In the records below, find each line that holds "Carrera" and return it.

======== MATERIAL FOR THE TASK

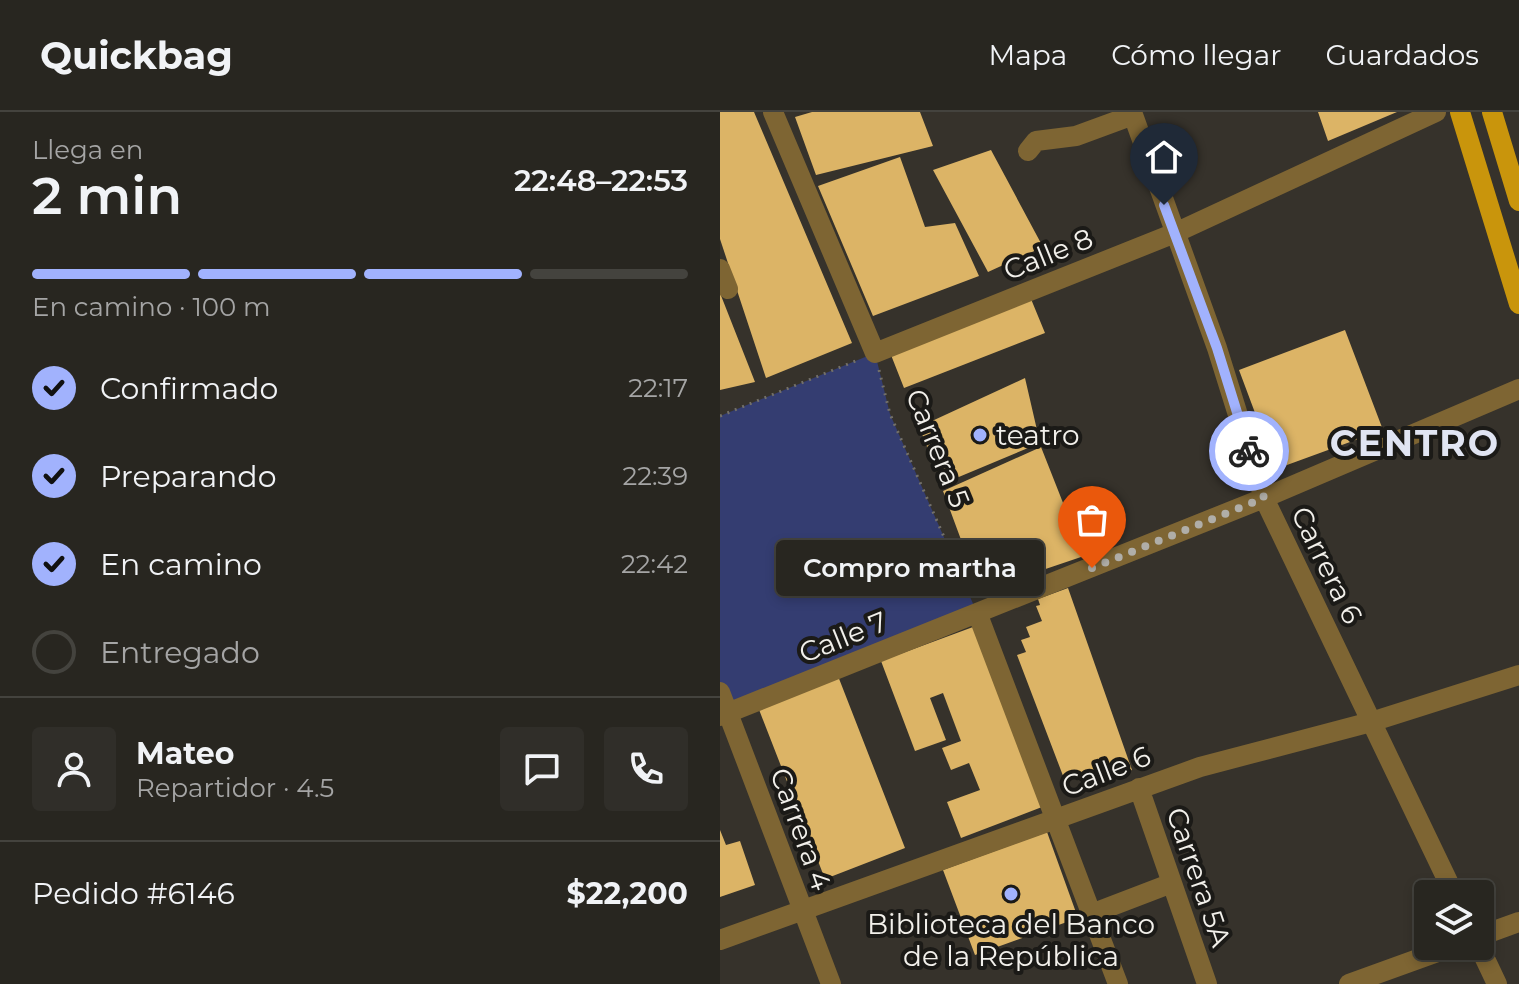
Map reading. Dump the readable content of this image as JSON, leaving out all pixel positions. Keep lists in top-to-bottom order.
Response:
{
  "streets": {
    "street": [
      "Calle 8",
      "Carrera 6",
      "Calle 7",
      "Calle 6",
      "Carrera 4",
      "Carrera 5A"
    ],
    "path": ["Carrera 5"]
  },
  "crossings": [
    ["Calle 8", "Carrera 5"],
    ["Calle 8", "Carrera 6"],
    ["Carrera 5", "Calle 7"],
    ["Carrera 6", "Calle 7"],
    ["Carrera 6", "Calle 6"],
    ["Calle 7", "Carrera 4"],
    ["Calle 6", "Carrera 4"],
    ["Calle 6", "Carrera 5A"]
  ],
  "districts": ["CENTRO"],
  "places": ["teatro", "Compro martha", "Biblioteca del Banco de la República"],
  "page": {
    "header": "Quickbag",
    "nav": ["Mapa", "Cómo llegar", "Guardados"],
    "heading": ["2 min", "Llega en", "22:48–22:53"],
    "panel": [
      "Mateo",
      "Repartidor · 4.5",
      "Pedido #6146",
      "$22,200"
    ],
    "bar": "En camino · 100 m",
    "list": [
      ["Confirmado", "22:17"],
      ["Preparando", "22:39"],
      ["En camino", "22:42"],
      "Entregado"
    ],
    "bubble": "Compro martha"
  }
}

================

### WORKED SOLUTION
      "Carrera 6",
      "Carrera 4",
      "Carrera 5A"
    "path": ["Carrera 5"]
    ["Calle 8", "Carrera 5"],
    ["Calle 8", "Carrera 6"],
    ["Carrera 5", "Calle 7"],
    ["Carrera 6", "Calle 7"],
    ["Carrera 6", "Calle 6"],
    ["Calle 7", "Carrera 4"],
    ["Calle 6", "Carrera 4"],
    ["Calle 6", "Carrera 5A"]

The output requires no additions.